Three weeks into a new portal audit last year, I asked the ops lead how they were identifying current customers for their CS team. She said "lifecycle stage equals Customer."
Then I pulled the data. Forty percent of their Customer-stage contacts hadn't had a single activity in over a year. Two of them were companies they'd lost to a competitor. One was a prospect who'd filled out a demo form in 2021 and somehow got stamped through a workflow nobody remembered building.
I've had a version of that conversation on nearly every portal I've walked into. Identifying active customers inside HubSpot has been one of those foundational problems that gets rebuilt from scratch on every project.
HubSpot shipped a fix for this last week. It's small, and there are some gotchas to be aware of, but it matters more than the release notes let on.
What the Current Customer Property Is
“Current Customer” is a new system-managed property on contacts, companies, and custom objects that flags whether a record is a current customer.
"System-managed" means HubSpot maintains it. You configure the definition (lifecycle stage equals Customer, or a custom logic rule, or a combination of both) and HubSpot handles keeping it current. New customers get a default definition applied automatically. Existing customers will need to set it up for themselves.

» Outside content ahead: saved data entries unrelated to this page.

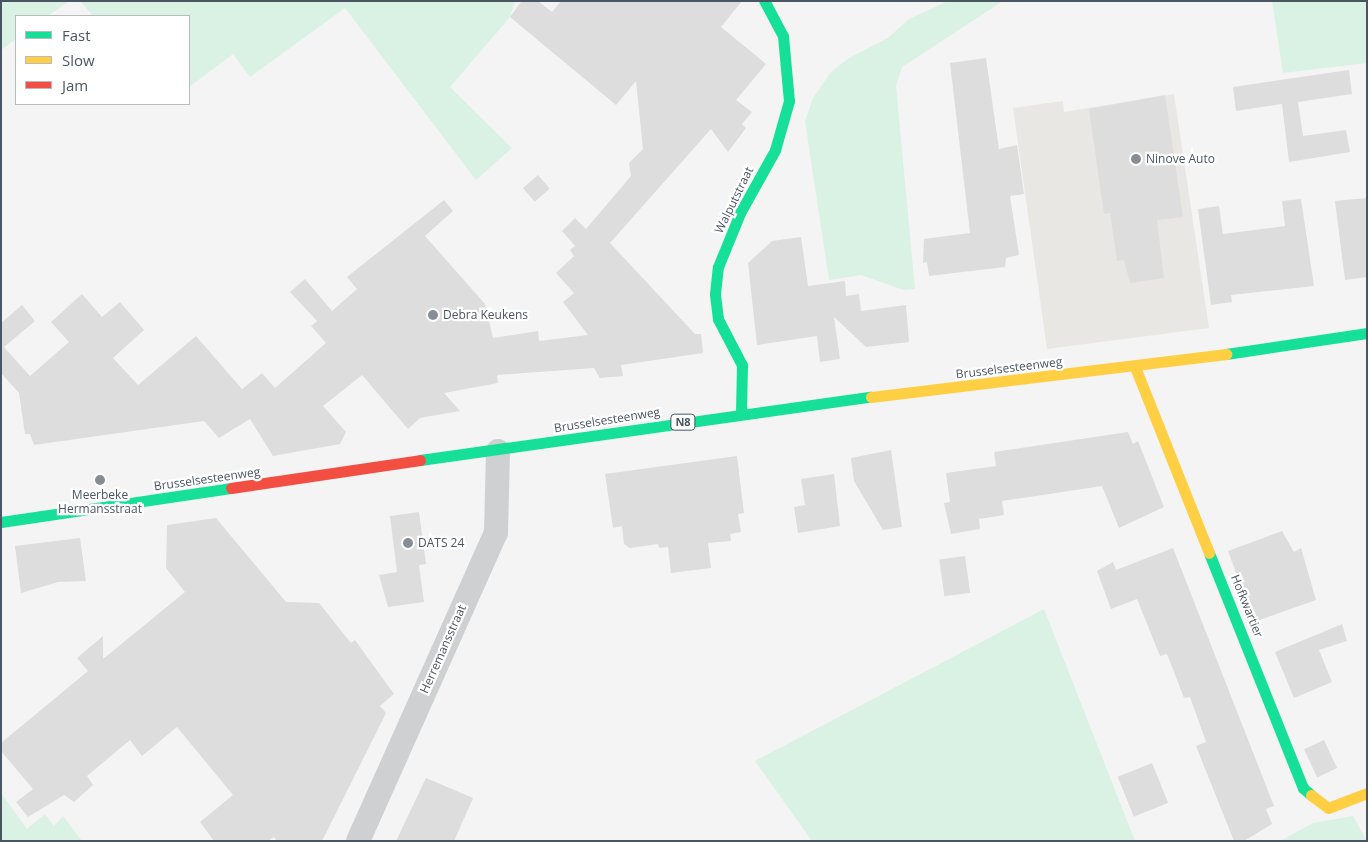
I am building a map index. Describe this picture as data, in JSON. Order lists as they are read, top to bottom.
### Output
{
  "streets": {
    "main road": [
      "Walputstraat",
      "Brusselsesteenweg",
      "N8",
      "Hofkwartier"
    ],
    "street": ["Herremansstraat"]
  },
  "crossings": [
    ["Walputstraat", "Brusselsesteenweg"],
    ["Brusselsesteenweg", "Hofkwartier"],
    ["Brusselsesteenweg", "Herremansstraat"]
  ],
  "places": [
    "Ninove Auto",
    "Debra Keukens",
    "Meerbeke Hermansstraat",
    "DATS 24"
  ],
  "legend": ["Fast", "Slow", "Jam"]
}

Here's the thing about this property: you could build it yourself in about five seconds. Create a custom checkbox property, write a workflow to stamp it based on lifecycle stage, done. Nothing about the underlying infrastructure is revolutionary.
But that’s not the point.
The Difference Between You Knowing and HubSpot Knowing
There are two different things happening when you identify your customers in HubSpot:
You being able to segment and report on your current customers.
HubSpot recognizing, at a system level, who your current customers are.
Custom properties solve problem one. This property solves problem two. And those are not the same problem.